Please return only the lines from the one holding "M946 812 971 805" through the one holding "M516 974C656 879 808 811 971 766", exactly as they appear in the records below, both ends included.

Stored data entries
--------

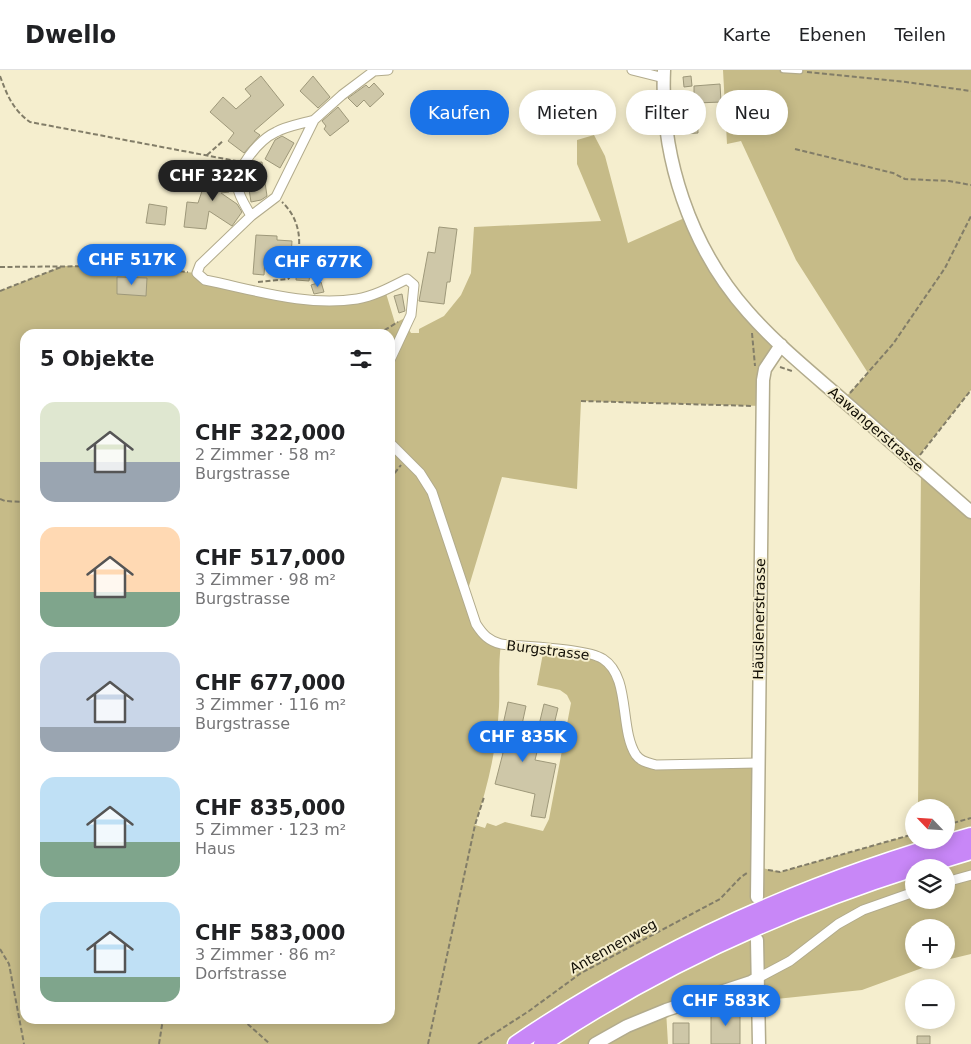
<!DOCTYPE html>
<html lang="de">
<meta charset="utf-8">
<style>
:root{--surface:#fff;--page:#f6f6f6;--text:#202124;--muted:#757577;--line:#e0e0e0;--accent:#1a73e8}
body{margin:0;font-family:"DejaVu Sans",sans-serif;background:var(--page);color:var(--text);height:100vh;display:flex;flex-direction:column;font-size:19px;white-space:nowrap}
*{box-sizing:border-box;margin:0}
p{font-size:16px;color:var(--muted)}
.icon{flex:none;width:28px;height:28px;fill:none;stroke:currentColor;stroke-width:2;stroke-linecap:round;stroke-linejoin:round}
.map{position:relative;flex:1;overflow:hidden}
.sheet{position:absolute;left:20px;top:259px;width:375px;height:695px;display:flex;flex-direction:column;background:var(--surface);border-radius:15px;box-shadow:0 2px 12px #0003}
.sheet>*{flex:none}
.guide{position:absolute;left:410px;top:20px;width:475px;height:45px;display:flex;gap:10px}
.needle{width:32px;rotate:295deg}
.fabs{position:absolute;left:905px;top:729px;display:grid;gap:10px}
.fabs a{display:grid;place-items:center;width:50px;height:50px;border-radius:50%;background:var(--surface);box-shadow:0 2px 12px #0003;font-size:25px}
.price{position:absolute;translate:-50% -42px;padding:0 11px;border-radius:18px;background:var(--accent);color:#fff;font-size:16px;line-height:32px;filter:drop-shadow(0 1px 2px #0008)}
.price::after{content:'';position:absolute;left:50%;top:30px;width:15px;height:11px;margin-left:-8px;background:inherit;clip-path:polygon(0 0,100% 0,50% 100%)}
.price.active{background:#222;color:#fff}
ul{padding:0;list-style:none}
li{display:flex;align-items:center;gap:15px;height:125px;padding:0 20px}
li span{display:grid;place-items:center;flex:none;width:140px;height:100px;border-radius:15px;color:#555}
li>.icon{margin-inline-start:auto}
span .icon{width:60px;height:60px;fill:#fffc;stroke-width:1}
li b{font-size:21px}
h2{display:flex;justify-content:space-between;align-items:center;height:60px;padding:0 20px;font-size:21px}
.pill{padding:0 18px;border-radius:22px;background:var(--surface);box-shadow:0 2px 12px #0003;font-size:18px;line-height:45px}
.pill.active{background:var(--accent);color:#fff}
header{display:flex;align-items:center;gap:30px;box-sizing:border-box;height:70px;padding:0 25px;background:var(--surface);border-bottom:1px solid var(--line)}
header strong{font-size:24px}
nav{display:flex;gap:28px;margin-inline-start:auto;font-size:18px}
.map>svg:first-child{display:block}
</style>
<header>
<strong>Dwello</strong>
<nav><a>Karte</a><a>Ebenen</a><a>Teilen</a></nav>
</header>
<div class="map">
<svg width="971" height="974" viewBox="0 0 971 974">
<rect width="100%" height="100%" fill="#f5eece"/>
<path fill="#c6bb88" fill-rule="evenodd" d="M723 0H971V320L914 392 843 330 868 303 796 190 741 71 727 74Z
M594 65 605 86 628 173 689 146 704 178 781 275 774 284 762 336 581 331 577 419 502 407 466 526 476 554 501 574C498 595 500 616 499 637 497 677 488 716 475 755L485 758 487 753 496 756 505 752 543 761 549 749 571 633 567 625 560 620 537 615 544 578 588 583 611 595 631 675 646 693H757V797L780 802 914 764V770H946V738L918 737 921 399 971 442V884L946 890V858H914V890H944L862 920 758 931V908L666 940 668 974H0V221L63 196H113L197 203 205 210 334 232 385 220 395 253 411 245 407 256 411 263H419V259L444 246 461 225 471 203 474 157 601 151 577 94V70ZM25 264H390V949H25ZM914 798H946V830H914Z"/>
<path fill="#cec7a8" stroke="#9e987a" d="M261 6 284 35 254 61 260 65 244 83 228 71 234 63 210 42 223 27 236 39 251 26 245 19Z
M313 6 330 27 318 38 300 21Z
M691 6 692 16 684 17 683 7Z
M374 13 384 24 370 37 364 30 357 37 348 28 366 15 369 18Z
M720 14 721 32 697 33 698 63 682 64 681 33H694V16Z
M338 37 349 51 330 66 324 59 326 56 322 51Z
M282 66 294 73 280 98 265 89 275 70Z
M262 92 267 126 261 130 251 132 249 119 245 120 244 117 246 105 251 104 250 96 252 93Z
M210 97 233 105 229 122 221 123 237 134 242 142 232 156 209 141 206 159 184 157 187 132 198 133Z
M149 134 167 137 165 155 146 153Z
M439 157 457 159 450 212H447L444 234 419 231 428 182 435 183Z
M256 165 277 166V170L292 171 291 188 277 187V191L265 190 264 205 253 204Z
M297 195 311 196 309 211 296 210Z
M117 207 147 208 146 226 117 224Z
M321 212 324 222 314 224 311 215Z
M402 224 405 241 399 243 394 226Z
M508 632 526 636 518 673 538 678 535 690 556 694 545 748 531 746 535 724 495 714 503 683 496 681 500 668Z
M544 634 558 638 552 663 538 659Z
M711 940H740V974H711Z
M673 953H689V974H673Z
M917 966H930V974H917Z"/>
<g fill="none" stroke-linecap="round" stroke-linejoin="round">
<defs>
<path id="lane" d="M783 0 800 1"/>
<path id="street" d="M388 0 374 1 342 25 314 50 276 127 251 146 200 195 197 203 205 210C255 220 306 237 357 229 375 226 391 217 407 209L414 215 411 245 390 290
M632 0 664 8
M251 146C247 138 239 127 238 118 235 98 259 70 276 62 287 56 301 54 314 50
M390 373 420 403 432 422 476 554C483 565 489 571 501 574 524 577 586 578 603 589 631 607 619 659 636 685 641 692 649 693 656 695L757 693
M946 812 971 805
M758 908 790 891 838 854 863 840 914 822"/>
<path id="secondary" d="M664 0C660 86 690 177 748 242 777 275 812 303 845 332 887 369 929 405 971 442
M757 827 763 310 765 299 781 275
M757 870 759 974
M595 974 627 956 666 940 751 912 758 908"/>
<path id="highway" d="M915 798 971 781
M516 974C656 879 808 811 971 766
M542 974C657 897 782 840 914 798"/>
</defs>
<use href="#lane" stroke="#b2ab8c" stroke-width="7"/>
<use href="#street" stroke="#b2ab8c" stroke-width="11"/>
<use href="#secondary" stroke="#b2ab8c" stroke-width="15"/>
<use href="#highway" stroke="#fff" stroke-width="19"/>
<path stroke="#827d68" stroke-width="2" stroke-dasharray="5 2.5" stroke-linecap="butt" d="M807 2 906 12 971 21
M0 6C7 25 13 40 30 52L236 91
M795 79 893 103 905 109 949 111 971 115
M207 85 223 71
M0 197 113 196 188 202
M258 212 288 209C292 205 293 201 295 195 303 173 300 149 282 132
M0 221 61 197
M752 263 755 296
M378 264 398 252
M780 297 792 301
M850 323 893 274 945 198 971 146
M581 331 753 336
M920 385 971 320
M390 409 401 395
M0 429 5 431 23 432 25 430
M946 755 971 748
M768 800 780 802 914 764
M0 879 9 894 24 974
M242 949 270 974
M159 974 163 949
M428 974 475 755 484 727
M478 974 529 941 581 903 720 829 741 807 747 803"/>
<use href="#lane" stroke="#fff" stroke-width="4.5"/>
<use href="#street" stroke="#fff" stroke-width="9"/>
<use href="#secondary" stroke="#fff" stroke-width="12"/>
<use href="#highway" stroke="#c887f7" stroke-width="16"/>
</g>
<g text-anchor="middle" dominant-baseline="central" stroke-width="4" stroke-linejoin="round" paint-order="stroke">
<g font-size="14" fill="#100d04" stroke="#f5eece">
<text transform="translate(876 359) rotate(41)">Aawangerstrasse</text>
<text transform="translate(759 549) rotate(-89)">Häuslenerstrasse</text>
<text transform="translate(548 580) rotate(7)">Burgstrasse</text>
<text transform="translate(613 876) rotate(-29)">Antennenweg</text>
</g>
</g>
</svg>
<div class="fabs">
<a><svg class="needle" viewBox="-14 -14 28 28"><path d="M0-13l5 13h-10z" fill="#e53935"/><path d="M0 13l5-13h-10z" fill="#757577"/></svg></a>
<a><svg class="icon" aria-label="layers" viewBox="0 0 24 24"><path d="M12 4l9 5-9 5-9-5zM3 14l9 5 9-5"/></svg></a>
<a>+</a>
<a>−</a>
</div>
<b class="price active" style="left:213px;top:132px">CHF 322K</b>
<b class="price" style="left:132px;top:216px">CHF 517K</b>
<b class="price" style="left:318px;top:218px">CHF 677K</b>
<b class="price" style="left:523px;top:693px">CHF 835K</b>
<b class="price" style="left:726px;top:957px">CHF 583K</b>
<div class="guide">
<a class="pill active">Kaufen</a>
<a class="pill">Mieten</a>
<a class="pill">Filter</a>
<a class="pill">Neu</a>
</div>
<section class="sheet">
<h2>5 Objekte<svg class="icon" aria-label="filters" viewBox="0 0 24 24"><path d="M4 7h16M4 17h16"/><circle cx="9" cy="7" r="2"/><circle cx="15" cy="17" r="2"/></svg></h2>
<ul>
<li><span style="background:linear-gradient(#dfe7d0 60%,#9aa5b1 0)"><svg class="icon" aria-label="home" viewBox="0 0 24 24"><path d="M3 11l9-7 9 7M6 9v11h12V9"/></svg></span><div><b>CHF 322,000</b><p>2 Zimmer · 58 m²</p><p>Burgstrasse</p></div></li>
<li><span style="background:linear-gradient(#ffd9b3 65%,#7fa58c 0)"><svg class="icon" aria-label="home" viewBox="0 0 24 24"><path d="M3 11l9-7 9 7M6 9v11h12V9"/></svg></span><div><b>CHF 517,000</b><p>3 Zimmer · 98 m²</p><p>Burgstrasse</p></div></li>
<li><span style="background:linear-gradient(#c9d6e8 75%,#9aa5b1 0)"><svg class="icon" aria-label="home" viewBox="0 0 24 24"><path d="M3 11l9-7 9 7M6 9v11h12V9"/></svg></span><div><b>CHF 677,000</b><p>3 Zimmer · 116 m²</p><p>Burgstrasse</p></div></li>
<li><span style="background:linear-gradient(#bfe0f5 65%,#7fa58c 0)"><svg class="icon" aria-label="home" viewBox="0 0 24 24"><path d="M3 11l9-7 9 7M6 9v11h12V9"/></svg></span><div><b>CHF 835,000</b><p>5 Zimmer · 123 m²</p><p>Haus</p></div></li>
<li><span style="background:linear-gradient(#bfe0f5 75%,#7fa58c 0)"><svg class="icon" aria-label="home" viewBox="0 0 24 24"><path d="M3 11l9-7 9 7M6 9v11h12V9"/></svg></span><div><b>CHF 583,000</b><p>3 Zimmer · 86 m²</p><p>Dorfstrasse</p></div></li>
</ul>
</section>
</div>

--------

Task result
M946 812 971 805
M758 908 790 891 838 854 863 840 914 822"/>
<path id="secondary" d="M664 0C660 86 690 177 748 242 777 275 812 303 845 332 887 369 929 405 971 442
M757 827 763 310 765 299 781 275
M757 870 759 974
M595 974 627 956 666 940 751 912 758 908"/>
<path id="highway" d="M915 798 971 781
M516 974C656 879 808 811 971 766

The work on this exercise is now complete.